[Stored items]
==*==

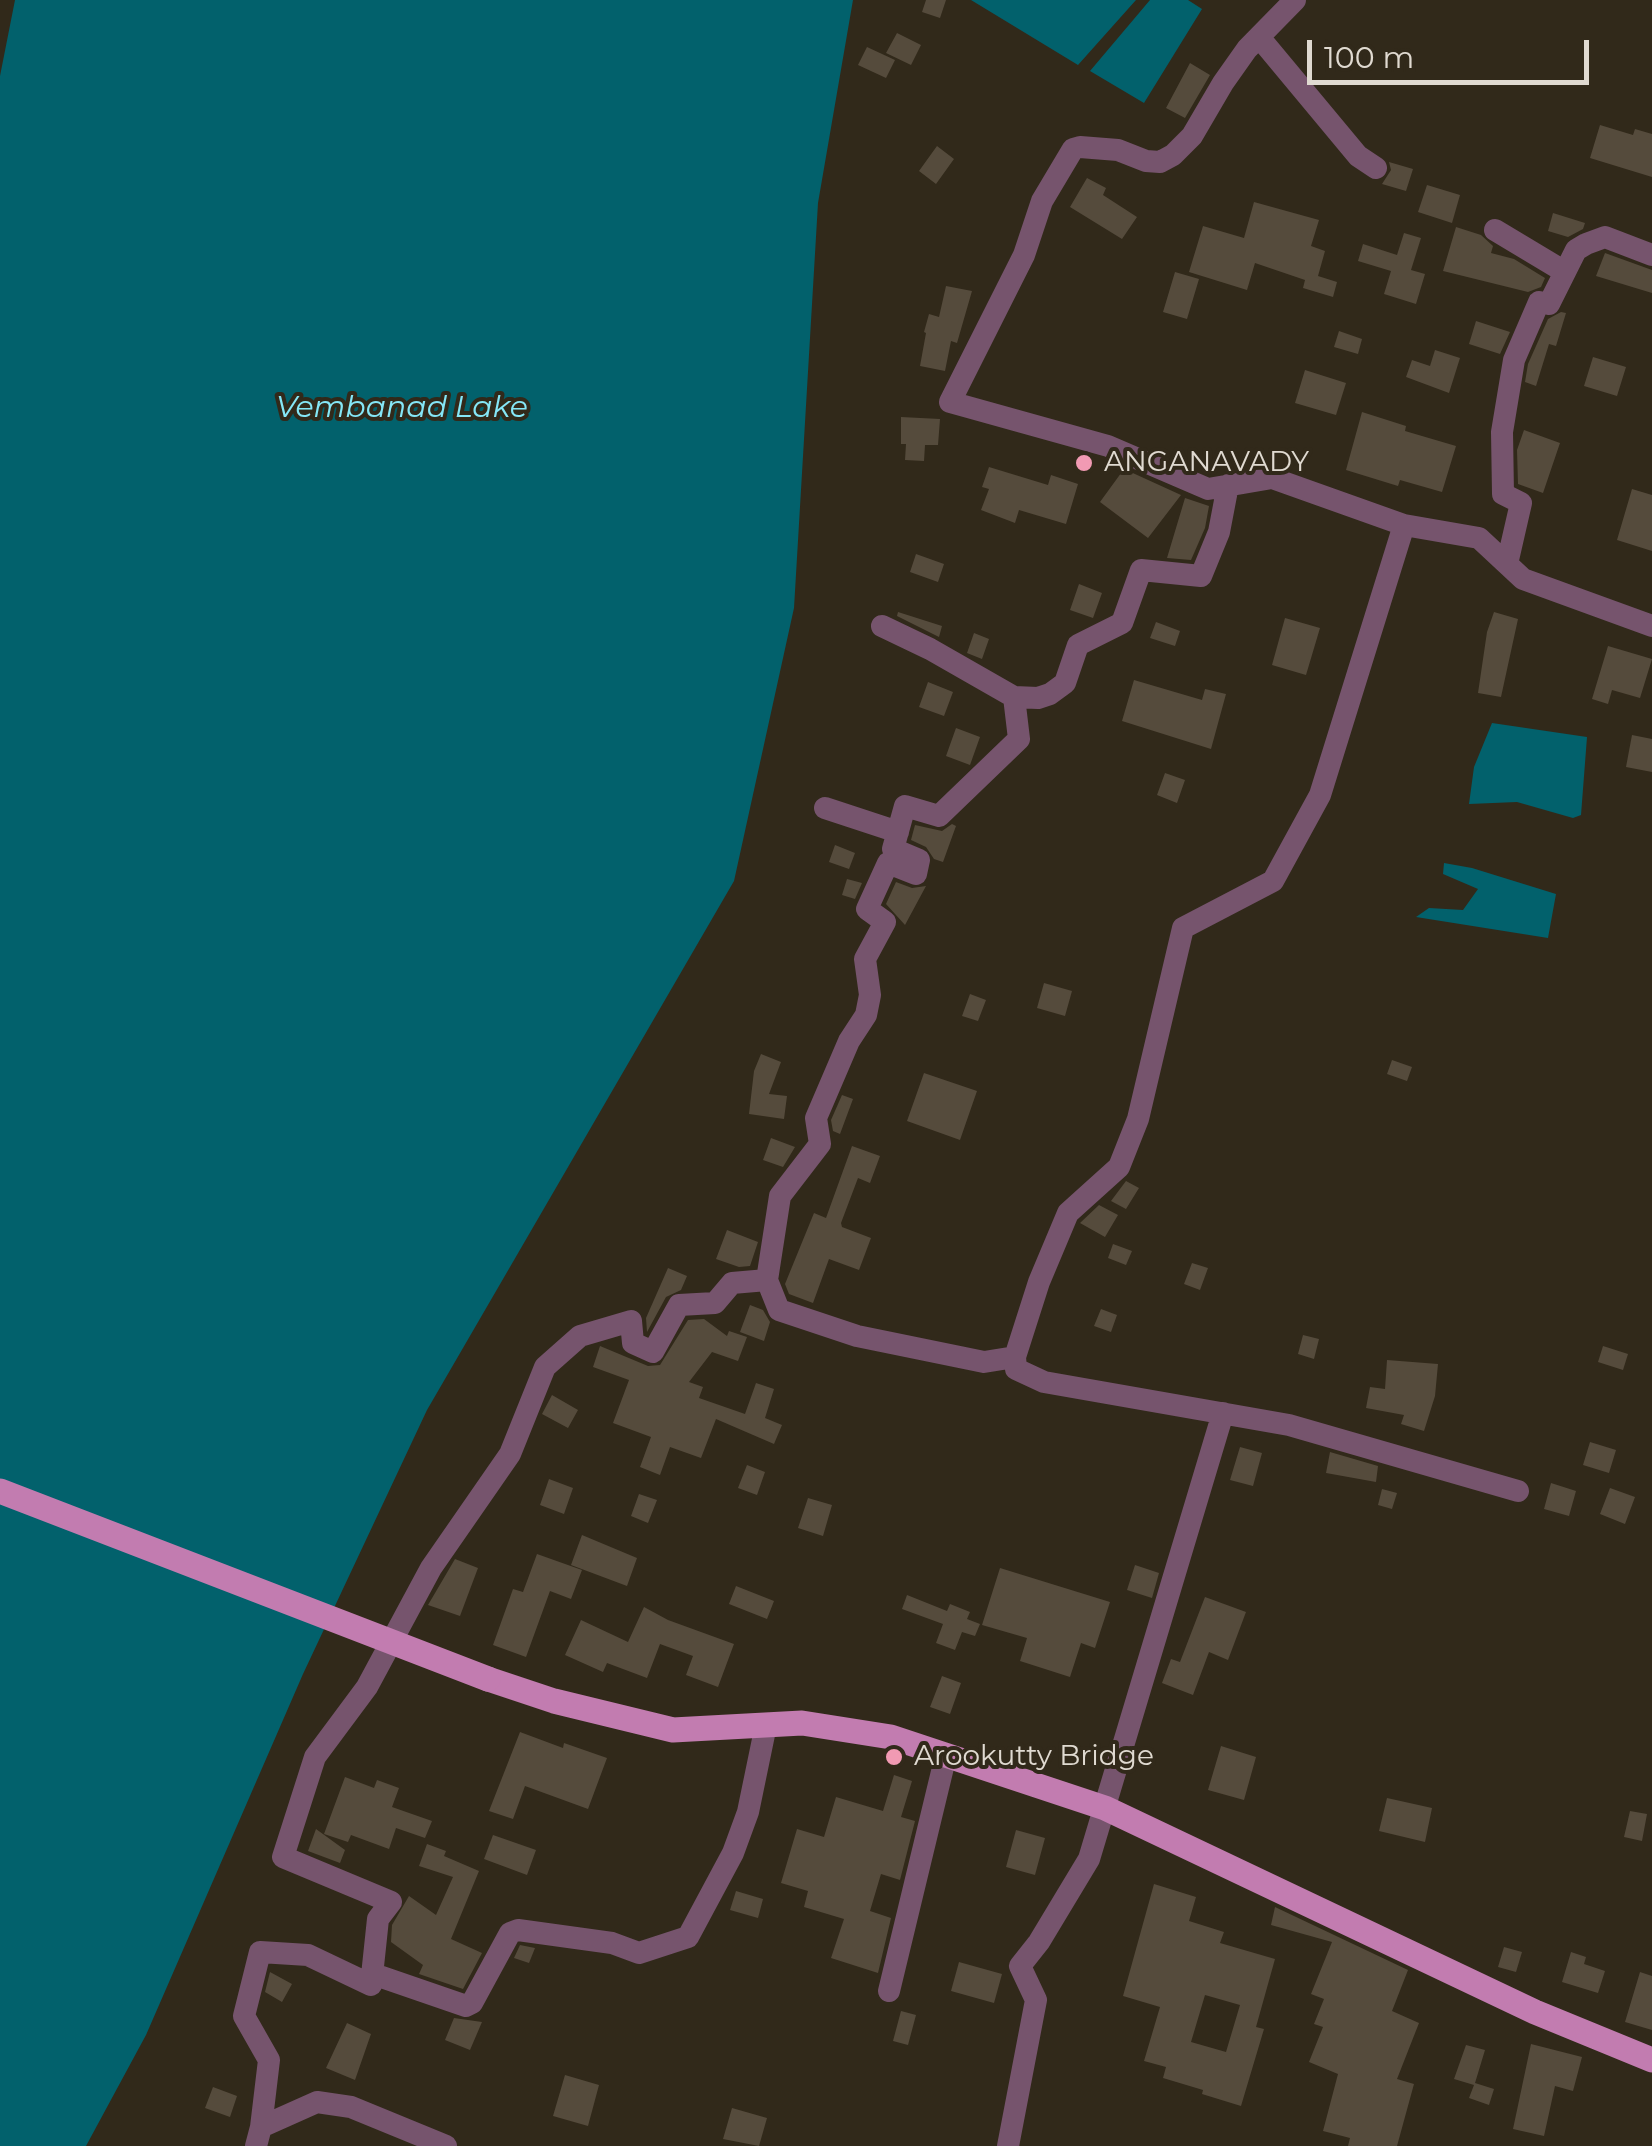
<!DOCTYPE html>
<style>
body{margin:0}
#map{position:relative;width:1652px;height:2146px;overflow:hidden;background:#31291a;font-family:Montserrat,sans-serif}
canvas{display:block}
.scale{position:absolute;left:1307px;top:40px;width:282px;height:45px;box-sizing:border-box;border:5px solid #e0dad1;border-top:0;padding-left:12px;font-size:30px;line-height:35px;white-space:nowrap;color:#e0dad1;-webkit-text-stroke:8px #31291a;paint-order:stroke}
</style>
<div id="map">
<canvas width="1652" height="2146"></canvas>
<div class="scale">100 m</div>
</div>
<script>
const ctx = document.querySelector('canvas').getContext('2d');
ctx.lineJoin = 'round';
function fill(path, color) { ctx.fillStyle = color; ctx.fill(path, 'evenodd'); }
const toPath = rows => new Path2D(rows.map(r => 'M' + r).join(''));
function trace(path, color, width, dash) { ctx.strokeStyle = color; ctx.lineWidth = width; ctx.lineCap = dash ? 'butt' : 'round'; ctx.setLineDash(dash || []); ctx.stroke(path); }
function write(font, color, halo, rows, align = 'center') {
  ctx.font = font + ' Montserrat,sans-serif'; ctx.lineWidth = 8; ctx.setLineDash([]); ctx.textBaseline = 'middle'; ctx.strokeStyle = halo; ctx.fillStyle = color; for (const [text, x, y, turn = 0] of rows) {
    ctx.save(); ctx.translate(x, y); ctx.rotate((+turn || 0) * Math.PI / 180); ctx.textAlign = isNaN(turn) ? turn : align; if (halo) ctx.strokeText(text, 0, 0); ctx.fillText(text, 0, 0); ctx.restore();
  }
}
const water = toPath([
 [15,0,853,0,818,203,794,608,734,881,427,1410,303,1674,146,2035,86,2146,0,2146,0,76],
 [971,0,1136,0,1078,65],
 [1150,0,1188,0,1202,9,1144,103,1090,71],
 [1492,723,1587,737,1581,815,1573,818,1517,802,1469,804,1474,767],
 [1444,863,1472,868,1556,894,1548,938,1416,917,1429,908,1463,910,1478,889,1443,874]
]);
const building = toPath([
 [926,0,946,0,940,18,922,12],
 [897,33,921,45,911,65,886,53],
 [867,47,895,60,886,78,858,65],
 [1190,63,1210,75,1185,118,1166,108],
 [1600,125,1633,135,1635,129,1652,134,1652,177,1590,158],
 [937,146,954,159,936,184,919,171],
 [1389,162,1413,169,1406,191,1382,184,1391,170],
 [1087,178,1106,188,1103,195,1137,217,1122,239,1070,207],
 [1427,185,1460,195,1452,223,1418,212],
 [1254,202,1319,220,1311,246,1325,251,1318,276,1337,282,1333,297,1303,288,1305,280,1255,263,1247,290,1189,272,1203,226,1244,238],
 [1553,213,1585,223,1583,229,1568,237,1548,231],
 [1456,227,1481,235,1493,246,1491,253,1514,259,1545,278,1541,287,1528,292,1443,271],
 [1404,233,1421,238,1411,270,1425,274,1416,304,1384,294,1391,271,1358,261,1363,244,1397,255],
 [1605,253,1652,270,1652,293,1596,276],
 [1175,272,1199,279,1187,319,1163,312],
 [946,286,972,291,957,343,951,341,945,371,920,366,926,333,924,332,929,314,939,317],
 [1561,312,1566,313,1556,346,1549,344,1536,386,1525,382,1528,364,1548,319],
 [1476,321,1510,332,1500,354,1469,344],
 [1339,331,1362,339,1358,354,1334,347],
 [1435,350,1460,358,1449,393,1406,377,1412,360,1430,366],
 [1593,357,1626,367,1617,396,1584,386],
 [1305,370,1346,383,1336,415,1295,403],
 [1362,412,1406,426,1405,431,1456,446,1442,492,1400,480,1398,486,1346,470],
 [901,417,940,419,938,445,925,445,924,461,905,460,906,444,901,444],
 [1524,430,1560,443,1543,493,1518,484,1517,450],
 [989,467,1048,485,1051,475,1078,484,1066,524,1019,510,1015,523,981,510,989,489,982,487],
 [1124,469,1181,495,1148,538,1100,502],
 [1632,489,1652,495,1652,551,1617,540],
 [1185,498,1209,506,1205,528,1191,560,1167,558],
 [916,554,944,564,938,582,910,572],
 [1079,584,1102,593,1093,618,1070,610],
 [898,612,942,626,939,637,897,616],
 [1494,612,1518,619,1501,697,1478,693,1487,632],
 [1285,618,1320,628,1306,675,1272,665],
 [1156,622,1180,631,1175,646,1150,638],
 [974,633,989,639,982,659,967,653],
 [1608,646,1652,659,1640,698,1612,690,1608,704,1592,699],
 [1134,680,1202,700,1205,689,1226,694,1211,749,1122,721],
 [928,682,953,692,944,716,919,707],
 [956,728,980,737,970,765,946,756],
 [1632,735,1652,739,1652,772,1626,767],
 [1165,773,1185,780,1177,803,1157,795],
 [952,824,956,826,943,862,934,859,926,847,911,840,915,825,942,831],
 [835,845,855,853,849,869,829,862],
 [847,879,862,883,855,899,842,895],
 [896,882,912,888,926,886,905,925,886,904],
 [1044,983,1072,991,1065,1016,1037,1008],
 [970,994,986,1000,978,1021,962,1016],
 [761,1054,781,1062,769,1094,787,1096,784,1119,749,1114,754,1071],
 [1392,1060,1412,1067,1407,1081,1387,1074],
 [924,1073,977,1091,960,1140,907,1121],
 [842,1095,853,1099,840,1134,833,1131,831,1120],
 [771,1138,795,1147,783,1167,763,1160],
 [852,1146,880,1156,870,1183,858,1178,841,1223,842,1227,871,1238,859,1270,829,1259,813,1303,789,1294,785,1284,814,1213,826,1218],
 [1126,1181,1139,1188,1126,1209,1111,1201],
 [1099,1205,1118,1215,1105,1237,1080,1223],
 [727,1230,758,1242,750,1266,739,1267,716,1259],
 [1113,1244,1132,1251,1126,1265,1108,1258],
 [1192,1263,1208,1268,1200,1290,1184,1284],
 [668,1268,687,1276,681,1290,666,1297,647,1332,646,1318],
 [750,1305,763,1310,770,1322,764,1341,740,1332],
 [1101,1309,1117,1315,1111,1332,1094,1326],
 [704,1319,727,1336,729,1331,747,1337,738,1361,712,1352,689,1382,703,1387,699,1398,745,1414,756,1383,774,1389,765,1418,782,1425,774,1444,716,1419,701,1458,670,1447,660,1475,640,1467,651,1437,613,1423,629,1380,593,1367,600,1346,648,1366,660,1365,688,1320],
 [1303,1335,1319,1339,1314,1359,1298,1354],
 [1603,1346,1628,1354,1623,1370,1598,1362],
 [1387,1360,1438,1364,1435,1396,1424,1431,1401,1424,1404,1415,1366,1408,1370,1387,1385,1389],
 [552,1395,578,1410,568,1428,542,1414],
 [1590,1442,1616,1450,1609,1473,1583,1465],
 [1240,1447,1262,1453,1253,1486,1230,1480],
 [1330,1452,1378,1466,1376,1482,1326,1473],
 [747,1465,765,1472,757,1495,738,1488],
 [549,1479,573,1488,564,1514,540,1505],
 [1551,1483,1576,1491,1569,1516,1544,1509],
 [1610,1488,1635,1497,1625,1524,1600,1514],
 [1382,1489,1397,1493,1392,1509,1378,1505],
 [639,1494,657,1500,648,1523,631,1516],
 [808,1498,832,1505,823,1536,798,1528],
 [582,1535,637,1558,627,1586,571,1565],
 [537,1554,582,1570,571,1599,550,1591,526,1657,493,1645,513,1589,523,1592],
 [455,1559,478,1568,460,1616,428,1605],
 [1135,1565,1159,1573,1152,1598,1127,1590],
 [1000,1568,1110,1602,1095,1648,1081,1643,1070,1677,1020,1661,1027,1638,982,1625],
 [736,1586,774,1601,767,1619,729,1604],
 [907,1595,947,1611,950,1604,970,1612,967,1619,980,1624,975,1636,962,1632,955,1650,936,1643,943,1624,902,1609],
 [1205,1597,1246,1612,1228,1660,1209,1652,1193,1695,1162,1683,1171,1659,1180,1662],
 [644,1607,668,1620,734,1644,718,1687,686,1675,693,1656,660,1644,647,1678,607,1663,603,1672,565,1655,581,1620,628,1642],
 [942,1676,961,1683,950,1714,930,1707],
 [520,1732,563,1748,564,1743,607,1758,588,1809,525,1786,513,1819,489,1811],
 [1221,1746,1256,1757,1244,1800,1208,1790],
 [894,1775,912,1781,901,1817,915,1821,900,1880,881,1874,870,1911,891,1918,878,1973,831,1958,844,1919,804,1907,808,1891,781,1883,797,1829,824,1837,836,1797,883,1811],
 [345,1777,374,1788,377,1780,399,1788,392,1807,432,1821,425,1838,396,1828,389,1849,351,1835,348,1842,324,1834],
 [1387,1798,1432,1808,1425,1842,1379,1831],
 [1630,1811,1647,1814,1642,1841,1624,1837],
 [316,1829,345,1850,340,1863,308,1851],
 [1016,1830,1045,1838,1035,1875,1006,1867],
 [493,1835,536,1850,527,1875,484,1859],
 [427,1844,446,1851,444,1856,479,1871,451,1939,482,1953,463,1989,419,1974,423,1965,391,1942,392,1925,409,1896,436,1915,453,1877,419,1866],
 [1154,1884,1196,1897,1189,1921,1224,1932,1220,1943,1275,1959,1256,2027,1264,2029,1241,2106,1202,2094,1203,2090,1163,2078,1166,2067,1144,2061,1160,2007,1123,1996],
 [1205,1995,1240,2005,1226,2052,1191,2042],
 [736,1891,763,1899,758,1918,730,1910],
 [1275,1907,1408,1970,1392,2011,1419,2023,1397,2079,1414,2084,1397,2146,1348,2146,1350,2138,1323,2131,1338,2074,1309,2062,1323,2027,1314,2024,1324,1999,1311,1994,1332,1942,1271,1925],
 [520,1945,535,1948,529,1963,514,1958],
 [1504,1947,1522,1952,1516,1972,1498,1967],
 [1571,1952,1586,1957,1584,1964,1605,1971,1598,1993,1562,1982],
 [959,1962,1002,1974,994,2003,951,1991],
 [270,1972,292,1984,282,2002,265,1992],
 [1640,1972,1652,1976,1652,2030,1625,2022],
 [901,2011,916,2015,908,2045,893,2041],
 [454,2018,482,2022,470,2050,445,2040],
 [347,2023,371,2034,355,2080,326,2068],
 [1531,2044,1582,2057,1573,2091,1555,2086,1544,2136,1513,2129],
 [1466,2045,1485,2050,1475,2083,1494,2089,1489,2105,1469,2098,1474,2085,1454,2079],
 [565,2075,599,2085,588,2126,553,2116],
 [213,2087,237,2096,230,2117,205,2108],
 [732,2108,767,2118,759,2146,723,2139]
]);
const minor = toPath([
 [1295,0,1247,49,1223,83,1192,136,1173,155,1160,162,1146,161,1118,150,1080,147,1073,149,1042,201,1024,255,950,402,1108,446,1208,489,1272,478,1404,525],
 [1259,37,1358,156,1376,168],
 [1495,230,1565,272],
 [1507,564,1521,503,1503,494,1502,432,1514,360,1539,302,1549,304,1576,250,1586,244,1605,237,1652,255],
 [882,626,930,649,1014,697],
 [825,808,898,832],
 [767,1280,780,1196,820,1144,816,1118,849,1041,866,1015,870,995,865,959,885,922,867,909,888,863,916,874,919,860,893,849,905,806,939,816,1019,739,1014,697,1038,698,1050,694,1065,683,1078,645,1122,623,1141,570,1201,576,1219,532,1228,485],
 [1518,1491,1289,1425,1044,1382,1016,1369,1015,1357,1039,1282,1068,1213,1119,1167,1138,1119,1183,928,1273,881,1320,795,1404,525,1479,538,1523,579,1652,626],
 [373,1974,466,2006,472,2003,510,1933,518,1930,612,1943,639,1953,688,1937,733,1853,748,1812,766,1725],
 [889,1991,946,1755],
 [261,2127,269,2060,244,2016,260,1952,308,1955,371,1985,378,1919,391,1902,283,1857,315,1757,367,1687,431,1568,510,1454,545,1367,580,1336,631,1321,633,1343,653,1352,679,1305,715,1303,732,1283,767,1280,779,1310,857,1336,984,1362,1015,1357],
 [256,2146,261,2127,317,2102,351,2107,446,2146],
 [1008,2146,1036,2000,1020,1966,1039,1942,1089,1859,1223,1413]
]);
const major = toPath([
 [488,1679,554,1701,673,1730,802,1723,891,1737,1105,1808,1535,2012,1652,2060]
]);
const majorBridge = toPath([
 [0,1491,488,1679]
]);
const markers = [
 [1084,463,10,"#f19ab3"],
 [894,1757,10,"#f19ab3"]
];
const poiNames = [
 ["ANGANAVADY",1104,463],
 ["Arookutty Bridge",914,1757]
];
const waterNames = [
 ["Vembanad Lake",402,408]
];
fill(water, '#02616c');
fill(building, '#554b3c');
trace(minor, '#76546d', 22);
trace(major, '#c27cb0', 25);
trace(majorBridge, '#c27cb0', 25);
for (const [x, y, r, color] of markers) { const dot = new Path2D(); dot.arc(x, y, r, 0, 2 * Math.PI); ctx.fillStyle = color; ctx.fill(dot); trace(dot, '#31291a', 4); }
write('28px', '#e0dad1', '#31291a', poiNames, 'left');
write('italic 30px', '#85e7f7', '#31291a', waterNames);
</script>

==*==

PROBLEM DETAILS => The result should be every line that contains "align", copied from the entries.

EXERCISE SOLUTION =>
function write(font, color, halo, rows, align = 'center') {
    ctx.save(); ctx.translate(x, y); ctx.rotate((+turn || 0) * Math.PI / 180); ctx.textAlign = isNaN(turn) ? turn : align; if (halo) ctx.strokeText(text, 0, 0); ctx.fillText(text, 0, 0); ctx.restore();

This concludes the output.